Christophe Hansen (CSV) veut devenir commissaire européen. Mais il a appris que la politique est « une partie de Mikado »

Bruxelles-Luxembourg aller/retour

Emile Eicher, Marie-Josée Jacobs et Christophe Hansen, ce lundi soir à Diekirch
Foto: Olivier Halmes
d'Lëtzebuerger Land vom 07.06.2024

Christophe Hansen est fatigué. Comme secrétaire général du CSV, il a assuré une partie de la logistique des communales, puis des législatives. À peine sorti du Superwaljoer 2023, il se retrouve Spëtzekandidat aux Européennes. Une campagne permanente, qui dure depuis plus de 18 mois maintenant. En début d’année, le CSV a tenté de convaincre les poids-lourds de se porter candidats. Le parti aurait « clairement donné le message à la fraction », relate sa présidente sortante Elisabeth Margue : « Si des députés sont intéressés, qu’ils nous en informent ». Mais aucun n’a voulu se sacrifier pour la cause européenne. Certains étaient encore irrités de ne pas avoir été retenus dans l’équipe gouvernementale. Quant aux anciens, ils ne se sentaient aucune envie de quitter le confort de leurs fiefs communaux pour se retrouver comme débutants dans l’Hémicycle européen. Paul Galles et Laurent Zeimet, deux députés peu en phase avec le CSV du « neie Luc », ont également été contactés ; ils ont poliment décliné.

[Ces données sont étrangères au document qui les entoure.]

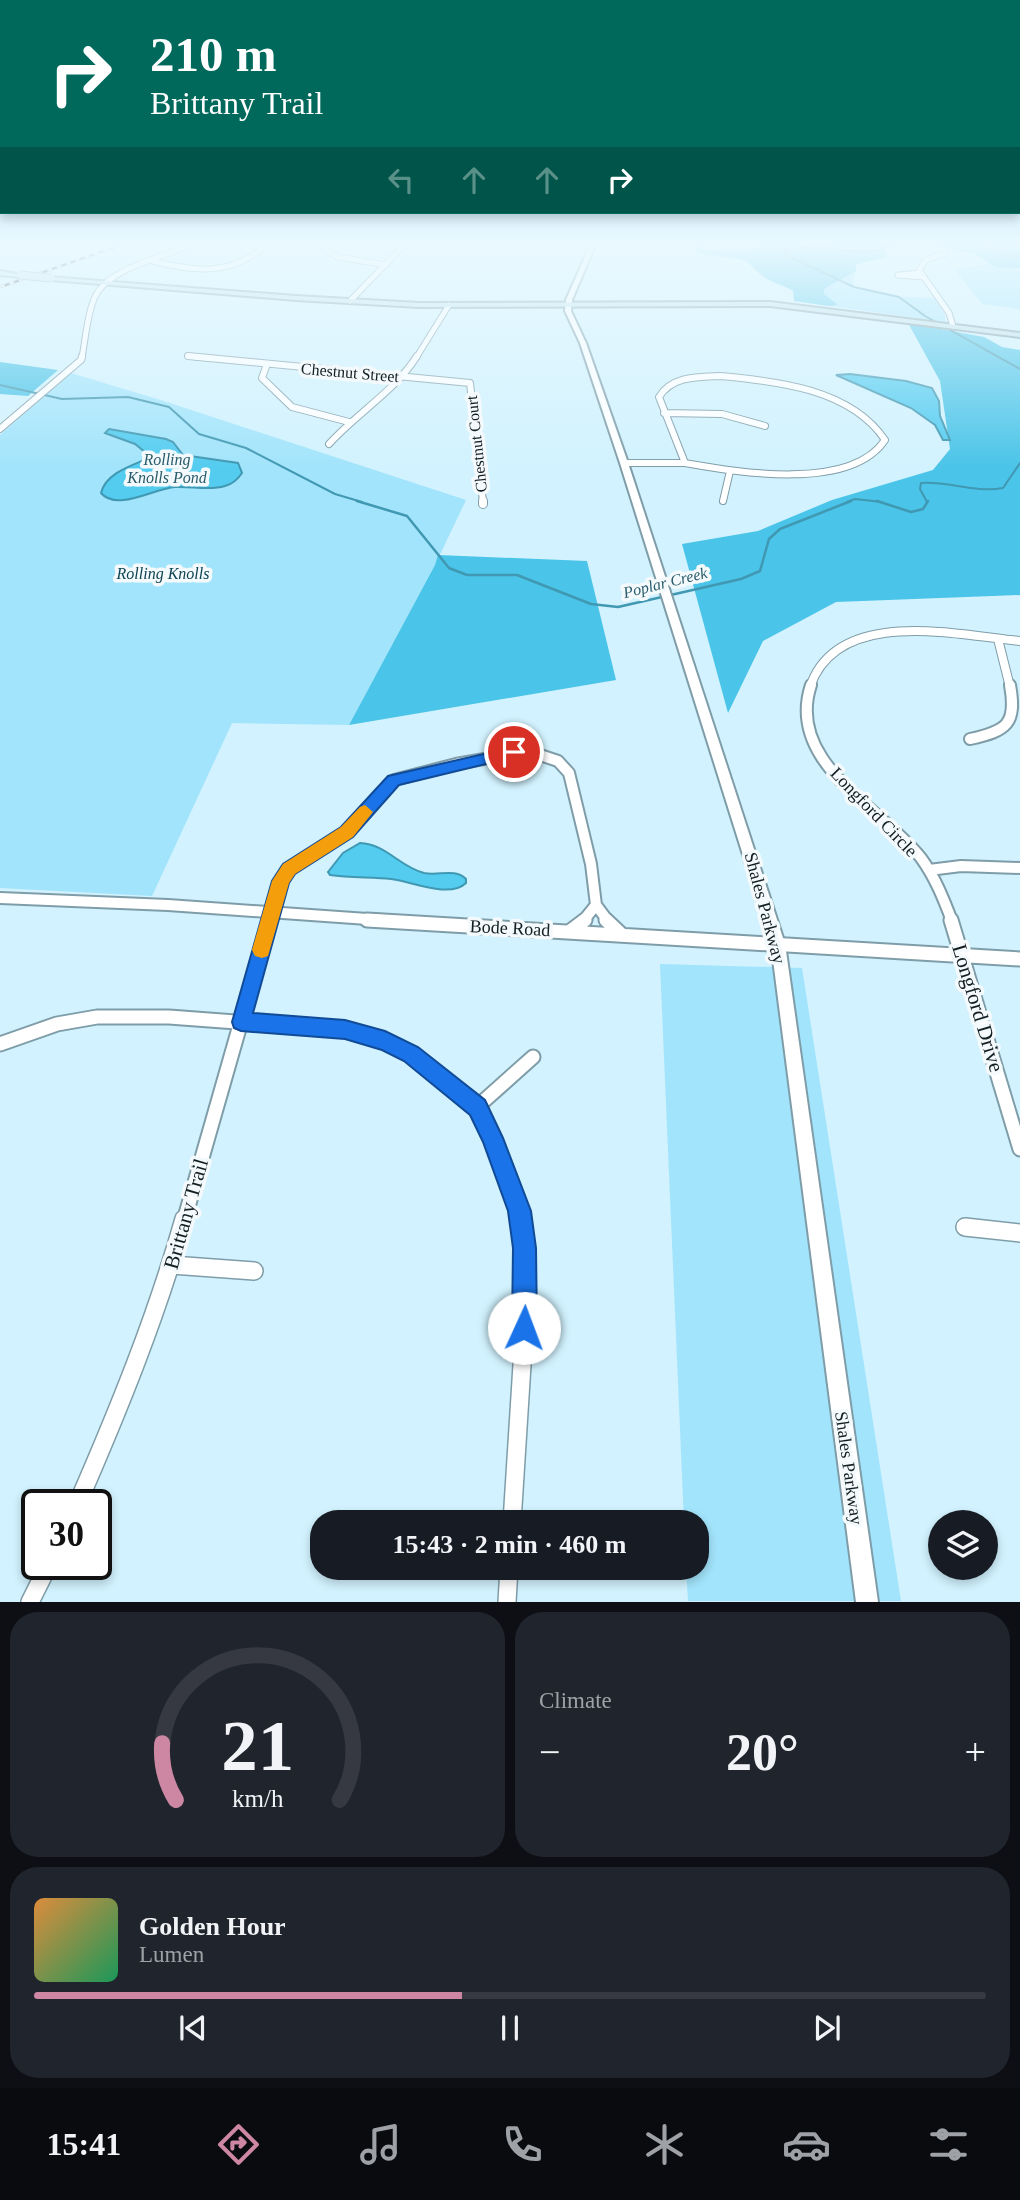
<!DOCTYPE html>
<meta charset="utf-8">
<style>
:root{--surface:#171b24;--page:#20242c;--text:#f1f3f6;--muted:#9ea1a6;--line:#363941;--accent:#cd87a2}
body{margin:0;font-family:"Times New Roman",serif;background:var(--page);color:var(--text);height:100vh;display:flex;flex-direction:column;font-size:26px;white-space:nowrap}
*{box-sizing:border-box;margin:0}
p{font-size:23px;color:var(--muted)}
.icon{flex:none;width:38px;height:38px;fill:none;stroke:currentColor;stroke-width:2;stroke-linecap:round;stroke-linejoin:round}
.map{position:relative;height:1602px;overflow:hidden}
.sheet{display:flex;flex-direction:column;gap:10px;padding:10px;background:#0d0f14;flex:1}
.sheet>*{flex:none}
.guide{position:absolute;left:0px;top:0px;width:1020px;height:214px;box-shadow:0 4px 10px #0003;background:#00695c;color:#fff;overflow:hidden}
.tools{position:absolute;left:928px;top:1510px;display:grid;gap:14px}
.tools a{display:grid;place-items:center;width:70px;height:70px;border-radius:50%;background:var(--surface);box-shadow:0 4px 10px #0003;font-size:35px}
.speed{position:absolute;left:21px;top:1489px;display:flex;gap:14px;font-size:35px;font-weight:700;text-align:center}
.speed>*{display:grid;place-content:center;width:91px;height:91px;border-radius:50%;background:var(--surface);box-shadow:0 4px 10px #0003;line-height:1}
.speed .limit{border:4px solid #111;border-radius:10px;background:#fff;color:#111}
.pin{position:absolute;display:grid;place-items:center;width:60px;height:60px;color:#fff;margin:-30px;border:4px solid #fff;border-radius:50%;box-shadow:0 2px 7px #0007}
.me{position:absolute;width:77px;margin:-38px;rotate:2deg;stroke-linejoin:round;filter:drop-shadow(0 0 5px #0008)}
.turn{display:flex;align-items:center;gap:24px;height:147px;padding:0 35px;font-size:32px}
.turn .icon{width:91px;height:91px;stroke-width:2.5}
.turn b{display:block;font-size:49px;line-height:60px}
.lanes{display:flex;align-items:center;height:66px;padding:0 35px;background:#0003;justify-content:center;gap:35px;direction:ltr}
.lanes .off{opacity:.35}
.big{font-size:52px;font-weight:600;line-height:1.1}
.sheet .widget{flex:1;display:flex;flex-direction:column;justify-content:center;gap:10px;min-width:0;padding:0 24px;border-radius:28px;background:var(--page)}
.sheet .dial{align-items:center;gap:0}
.dial svg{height:182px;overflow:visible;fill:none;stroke:var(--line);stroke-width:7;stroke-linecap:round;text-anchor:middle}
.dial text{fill:var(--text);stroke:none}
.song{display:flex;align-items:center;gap:21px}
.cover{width:84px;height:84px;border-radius:10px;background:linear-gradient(135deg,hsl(30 70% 55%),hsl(150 70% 35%))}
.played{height:7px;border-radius:4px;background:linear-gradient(90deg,var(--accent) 45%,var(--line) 45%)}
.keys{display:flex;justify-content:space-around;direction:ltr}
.heat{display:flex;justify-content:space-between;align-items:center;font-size:38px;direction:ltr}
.sheet .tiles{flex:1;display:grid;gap:10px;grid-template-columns:1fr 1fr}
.widget:last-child{grid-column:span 2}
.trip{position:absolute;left:310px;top:1510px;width:399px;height:70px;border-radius:28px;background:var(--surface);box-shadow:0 4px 10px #0003;font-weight:600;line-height:70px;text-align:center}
.tabs{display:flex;height:112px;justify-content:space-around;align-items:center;background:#090b0e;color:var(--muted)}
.tabs .icon{width:49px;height:49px}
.tabs .on{color:var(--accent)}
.tabs b{font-size:32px;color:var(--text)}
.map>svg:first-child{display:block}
.green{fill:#a2e4fb}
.forest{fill:#4ac4e8}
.water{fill:#53ccf0;stroke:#4098b2;stroke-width:2}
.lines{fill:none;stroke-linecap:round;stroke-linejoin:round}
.stream-far1{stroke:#4098b2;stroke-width:2}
.stream{stroke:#4098b2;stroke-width:2.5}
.minor-far5-casing{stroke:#7f9da8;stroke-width:7}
.minor-far4-casing{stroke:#7f9da8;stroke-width:8}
.minor-far3-casing{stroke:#7f9da8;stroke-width:10}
.minor-far2-casing{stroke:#7f9da8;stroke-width:14}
.minor-far1-casing{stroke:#7f9da8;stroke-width:17}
.minor-casing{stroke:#7f9da8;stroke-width:20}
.tertiary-casing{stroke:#7f9da8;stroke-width:4}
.secondary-casing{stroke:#7f9da8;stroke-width:4}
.minor-far5{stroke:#fff;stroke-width:5}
.minor-far4{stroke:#fff;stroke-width:6}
.minor-far3{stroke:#fff;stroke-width:8}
.minor-far2{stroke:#fff;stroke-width:10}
.minor-far1{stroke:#fff;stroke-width:13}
.minor{stroke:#fff;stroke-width:17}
.tertiary{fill:#fff;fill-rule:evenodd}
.secondary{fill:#c0e0e9;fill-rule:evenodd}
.rail-casing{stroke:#35454b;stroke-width:2.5}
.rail{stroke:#f4fafc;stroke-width:2;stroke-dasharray:5;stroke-linecap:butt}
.secondary-bridge-casing{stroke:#7f9da8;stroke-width:9;stroke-linecap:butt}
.secondary-bridge{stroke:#c0e0e9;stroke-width:7}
.route{fill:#1a73e8;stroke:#114b97;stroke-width:2}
.slow{fill:#f59e0b}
.labels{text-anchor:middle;stroke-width:7;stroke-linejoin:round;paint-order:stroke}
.far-street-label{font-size:16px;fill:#121e22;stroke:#f4fafc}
.far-water-label{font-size:16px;font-style:italic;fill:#295b6a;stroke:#f4fafc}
.far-park-label{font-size:16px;font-style:italic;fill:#0d4352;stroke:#f4fafc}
.street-label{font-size:18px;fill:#121e22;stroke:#f4fafc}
.near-street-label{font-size:21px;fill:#121e22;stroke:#f4fafc}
</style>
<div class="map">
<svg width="1020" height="1602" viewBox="0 0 1020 1602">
<rect width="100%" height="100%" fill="#d1f2fe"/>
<path class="green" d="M761,243h130l-7,7 3,7 -31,7 -3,23 47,10 34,1 11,17v7l-151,-21 2,-7c-10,-8 -20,-9 -31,-16 -14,-9 -14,-17 -33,-21z
M914,243h106v66l-38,-5 -28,-35 35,-5c-9,-16 -57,-16 -75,-21z
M71,373l96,29 299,98 -31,65 -86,160 -117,-2 -80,173 -152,-8v-453z
M660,964l142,4 99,633h-213l-2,-33h10v-46h-12z"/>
<path class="forest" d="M693,243h9l1,7 39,2 20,-9h129l-7,7 3,7 -31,7v7l-32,18v5l14,11 -9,1 -35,-5 -1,-11 -28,-12 -19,-18 -45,-6 -5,-3z
M914,243h106v25l-25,-1 -20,-13z
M908,323l76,14 18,10 18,3v245l-184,7 -73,39 -35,72 -46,-169 76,-13 74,-31 101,-30 17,-21 -10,-68z
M0,362l58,8 -30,26 -28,-2z
M438,555l149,6 29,119 -267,45 86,-160z"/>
<path class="water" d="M850,374l56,7 26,7 7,13 1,15 10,24h-7l-8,-15 -24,-17 -75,-33z
M109,429l57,10 7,3 10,13 55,8 4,10c-4,6 -9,11 -17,13 -16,5 -33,0 -50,1 -20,1 -58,25 -74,6 5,-21 33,-28 50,-36l-16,-13 -30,-11z
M360,843c26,1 40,24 64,30 15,3 31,-5 42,6v4c-16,16 -56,-2 -75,-4 -20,-2 -41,-1 -61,-4l-2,-3 15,-19z"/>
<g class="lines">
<path class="stream-far1" d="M900,243l-33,10 -53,-7 -29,4 1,5 68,32 45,10 26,19 95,53
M988,243l10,9 22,5
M0,385l62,14 66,-2 41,10 30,27 47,14 89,46 27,8
M847,502l8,-3 27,3
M927,502l-7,-13 1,-6c28,-2 53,10 82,5l17,-25"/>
<path class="stream" d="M357,501l50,15 42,52 18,7h50l74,29 27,3 123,-28 19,-8 9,-32 11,-10 71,-28
M877,501l34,11 12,-3 5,-8"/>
<defs>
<path id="minor-far5" d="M325,243l1,7 12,7 48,8
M946,253l-20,7 -7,10 30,43 4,13
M153,261c38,10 76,15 108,-12v-6
M921,273l-23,2 26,2
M350,301l56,-58
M188,356l18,2
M82,358c3,-17 6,-49 14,-63 15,-28 73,-40 100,-52
M416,358l33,-53"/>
<path id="minor-far4" d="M188,356l282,27 13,119
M267,364l-5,14 30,29 57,15
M720,376c57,5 131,13 165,64 -35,52 -148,32 -200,23l-26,-66c13,-21 38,-20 61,-21z
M664,413l58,1 43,12
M0,429l81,-69 1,-4
M329,444c28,-31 66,-53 88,-88
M624,463h61
M723,501l7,-30"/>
<path id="minor-far3" d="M483,501v3
M998,639l12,48
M810,687c27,-81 148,-52 210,-46"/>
<path id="minor-far2" d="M811,685c-26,78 71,123 110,173 14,19 23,42 31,63
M970,739c37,-8 47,-15 40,-54
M929,870l32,-4 59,2
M0,898l168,7 228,16
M269,921l12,-40 8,-12 58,-37 47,-52 62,-16 72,-13 30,10 11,12 22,91 5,41 12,16
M583,921l13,-16"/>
<path id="minor-far1" d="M367,920l653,39
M606,920l16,15
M951,920l69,229
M569,932l16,-12
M0,1044l57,-20 40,-7h72l176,13 40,11 26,13 66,53 15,31 29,83
M477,1107l56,-50
M184,1221l86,-301"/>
<path id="minor" d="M965,1227l55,6
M172,1265l82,6
M77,1505c41,-94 79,-187 107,-286
M512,1522l14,-220 -1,-54 -5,-29
M30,1602l19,-38
M507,1602l2,-34"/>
<path id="tertiary" d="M591,243h5l-24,57 -1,11 15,32 42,120 157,481 93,658h-22l-85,-658 -151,-481 -40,-120 -15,-32 1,-11z"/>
<path id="secondary" d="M0,271l23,4 -3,2 -20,-2z
M49,277l247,19 123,7 351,-1 250,31v4l-250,-31 -351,1 -123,-7 -245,-20z"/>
</defs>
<use href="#minor-far5" class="minor-far5-casing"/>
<use href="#minor-far4" class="minor-far4-casing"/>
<use href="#minor-far3" class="minor-far3-casing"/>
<use href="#minor-far2" class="minor-far2-casing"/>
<use href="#minor-far1" class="minor-far1-casing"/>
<use href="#minor" class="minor-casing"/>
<use href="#tertiary" class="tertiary-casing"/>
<use href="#secondary" class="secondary-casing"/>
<use href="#minor-far5" class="minor-far5"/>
<use href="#minor-far4" class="minor-far4"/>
<use href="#minor-far3" class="minor-far3"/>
<use href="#minor-far2" class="minor-far2"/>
<use href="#minor-far1" class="minor-far1"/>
<use href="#minor" class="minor"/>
<use href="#tertiary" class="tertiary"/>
<use href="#secondary" class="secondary"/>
<defs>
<path id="rail" d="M0,287l127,-44"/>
</defs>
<use href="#rail" class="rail-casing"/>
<use href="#rail" class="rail"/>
<defs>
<path id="secondary-bridge" d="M20,275l31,3"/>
</defs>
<use href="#secondary-bridge" class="secondary-bridge-casing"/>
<use href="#secondary-bridge" class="secondary-bridge"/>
</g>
<linearGradient id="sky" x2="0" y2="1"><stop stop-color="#6cbeeb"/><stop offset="0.52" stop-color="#eaf9ff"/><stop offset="1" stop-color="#eaf9ff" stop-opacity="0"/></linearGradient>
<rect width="1020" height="468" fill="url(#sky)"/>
<path class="route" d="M514,747l5,1 2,4 -2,4 -120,29 -46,52 -58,37 -6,9 -36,130 92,7 40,11 33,16 67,53 18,38 28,73 5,37 1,80 -4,8 -9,4 -8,-4 -4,-8 1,-80 -5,-37 -25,-69 -13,-27 -66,-54 -22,-11 -37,-11 -104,-8 -7,-3 -2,-6 40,-141 11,-17 58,-37 47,-51z"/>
<path class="slow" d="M365,805l8,7 -20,25 -58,37 -6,9 -21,73 -6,2 -7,-2 -3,-6 20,-69 11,-17 58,-37 19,-20z"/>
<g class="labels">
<g class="far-street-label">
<text transform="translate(350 372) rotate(5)" y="6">Chestnut Street</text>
<text transform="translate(476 444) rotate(-96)" y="6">Chestnut Court</text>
</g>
<g class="far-water-label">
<text x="167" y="465">Rolling<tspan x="167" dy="18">Knolls Pond</tspan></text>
<text transform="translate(665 582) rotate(-14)" y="6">Poplar Creek</text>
</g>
<g class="far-park-label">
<text x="163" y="579">Rolling Knolls</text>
</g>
<g class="street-label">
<text transform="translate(874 812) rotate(46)" y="6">Longford Circle</text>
<text transform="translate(765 908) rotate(75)" y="6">Shales Parkway</text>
<text transform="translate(510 928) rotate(3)" y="6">Bode Road</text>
<text transform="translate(849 1468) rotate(82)" y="6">Shales Parkway</text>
</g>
<g class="near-street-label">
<text transform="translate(978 1008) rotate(73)" y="7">Longford Drive</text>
<text transform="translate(186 1214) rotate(-74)" y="7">Brittany Trail</text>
</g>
</g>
</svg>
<div class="tools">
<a><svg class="icon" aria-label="layers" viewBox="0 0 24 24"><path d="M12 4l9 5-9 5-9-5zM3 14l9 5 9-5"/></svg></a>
</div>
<div class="speed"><div class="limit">30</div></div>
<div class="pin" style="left:514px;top:752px;background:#d93025"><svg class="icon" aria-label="arrive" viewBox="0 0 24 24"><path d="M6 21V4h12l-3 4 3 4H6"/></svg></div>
<svg class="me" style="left:524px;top:1328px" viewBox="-20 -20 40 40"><circle r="19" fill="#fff"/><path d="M0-13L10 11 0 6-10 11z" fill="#1a73e8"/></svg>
<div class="trip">15:43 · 2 min · 460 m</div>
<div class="guide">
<div class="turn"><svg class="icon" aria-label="right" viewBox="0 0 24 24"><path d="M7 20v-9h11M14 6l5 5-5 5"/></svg><div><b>210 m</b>Brittany Trail</div></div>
<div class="lanes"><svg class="icon off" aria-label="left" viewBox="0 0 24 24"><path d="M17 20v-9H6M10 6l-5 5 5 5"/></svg><svg class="icon off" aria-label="ahead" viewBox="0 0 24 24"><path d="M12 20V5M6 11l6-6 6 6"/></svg><svg class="icon off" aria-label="ahead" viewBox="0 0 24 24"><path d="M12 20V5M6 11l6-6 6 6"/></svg><svg class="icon" aria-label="right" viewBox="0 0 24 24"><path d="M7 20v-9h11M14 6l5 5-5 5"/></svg></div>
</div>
</div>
<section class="sheet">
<div class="tiles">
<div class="widget dial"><svg viewBox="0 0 100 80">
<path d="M14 69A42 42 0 1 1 86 69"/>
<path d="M14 69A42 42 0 0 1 8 44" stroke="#cd87a2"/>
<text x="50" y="56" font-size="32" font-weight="700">21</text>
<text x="50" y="72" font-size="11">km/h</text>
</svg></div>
<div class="widget"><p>Climate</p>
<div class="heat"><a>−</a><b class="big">20°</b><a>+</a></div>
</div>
<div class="widget">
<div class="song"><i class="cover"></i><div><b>Golden Hour</b><p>Lumen</p></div></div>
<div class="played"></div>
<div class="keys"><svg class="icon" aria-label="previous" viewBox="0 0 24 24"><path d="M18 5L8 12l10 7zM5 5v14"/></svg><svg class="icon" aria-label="pause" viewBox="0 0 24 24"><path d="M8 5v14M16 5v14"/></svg><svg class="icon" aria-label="next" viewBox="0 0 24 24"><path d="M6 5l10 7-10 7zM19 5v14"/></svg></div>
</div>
</div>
</section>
<nav class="tabs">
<b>15:41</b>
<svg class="icon on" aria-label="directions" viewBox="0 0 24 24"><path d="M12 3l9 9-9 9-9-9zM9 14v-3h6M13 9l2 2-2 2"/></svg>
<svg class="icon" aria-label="music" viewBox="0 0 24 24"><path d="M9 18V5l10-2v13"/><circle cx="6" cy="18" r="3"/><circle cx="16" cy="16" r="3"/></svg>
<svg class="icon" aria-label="phone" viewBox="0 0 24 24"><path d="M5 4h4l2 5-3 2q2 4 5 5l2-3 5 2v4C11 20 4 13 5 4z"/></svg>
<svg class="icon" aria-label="climate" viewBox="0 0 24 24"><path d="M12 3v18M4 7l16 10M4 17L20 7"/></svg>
<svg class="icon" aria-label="car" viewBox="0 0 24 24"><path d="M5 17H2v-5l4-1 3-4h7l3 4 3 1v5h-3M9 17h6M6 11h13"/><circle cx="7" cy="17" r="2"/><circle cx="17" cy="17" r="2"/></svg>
<svg class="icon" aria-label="filters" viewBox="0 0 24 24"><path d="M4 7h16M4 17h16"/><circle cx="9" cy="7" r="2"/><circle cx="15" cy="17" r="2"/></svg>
</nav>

Le CSV se présente donc avec une liste électoralement faible, surtout en comparaison avec le LSAP qui mobilise trois députés. Les chrétiens-sociaux essaient d’en faire un argument de vente, en garantissant que chacun de leurs candidats ira siéger au Parlement européen. À côté des deux eurodéputées sortantes et d’un commissaire prétendant, on y retrouve deux élus locaux, Guy Breden et Mélanie Grün, quasi-inconnus au-delà de leurs communes (Kehlen et Kayl) ; « weitgehend unbekannt », comme le notait le Wort. (L’un a fini douzième, l’autre seizième sur la liste Sud en octobre dernier.) S’y ajoute le président du CSJ, Metty Steinmetz, un employé de la Chambre de commerce, dont c’est la première élection. En 2019 déjà, le parti se présentait sans noms connus aux Européennes. C’était un des facteurs qui expliquait sa chute de 37,6 à 21,1 pour cent.

Comme une soirée de famille ; ce lundi, au meeting du CSV à Diekirch, l’audience est quasi exclusivement constituée de membres fidèles (et d’un certain âge). S’y ajoutent quelques conseillers communaux, l’une ou l’autre maire, trois députés et une ministre nordiste. Les six candidats prêchent aux convertis, ressassant pour la énième fois leurs éléments de langage. Par moments le vrombissement de la machine à café noie les discours. La cinquantaine d’auditeurs se trouvent à l’étroit « Am Turm », un silo de sciure de bois, reconverti en bistrot.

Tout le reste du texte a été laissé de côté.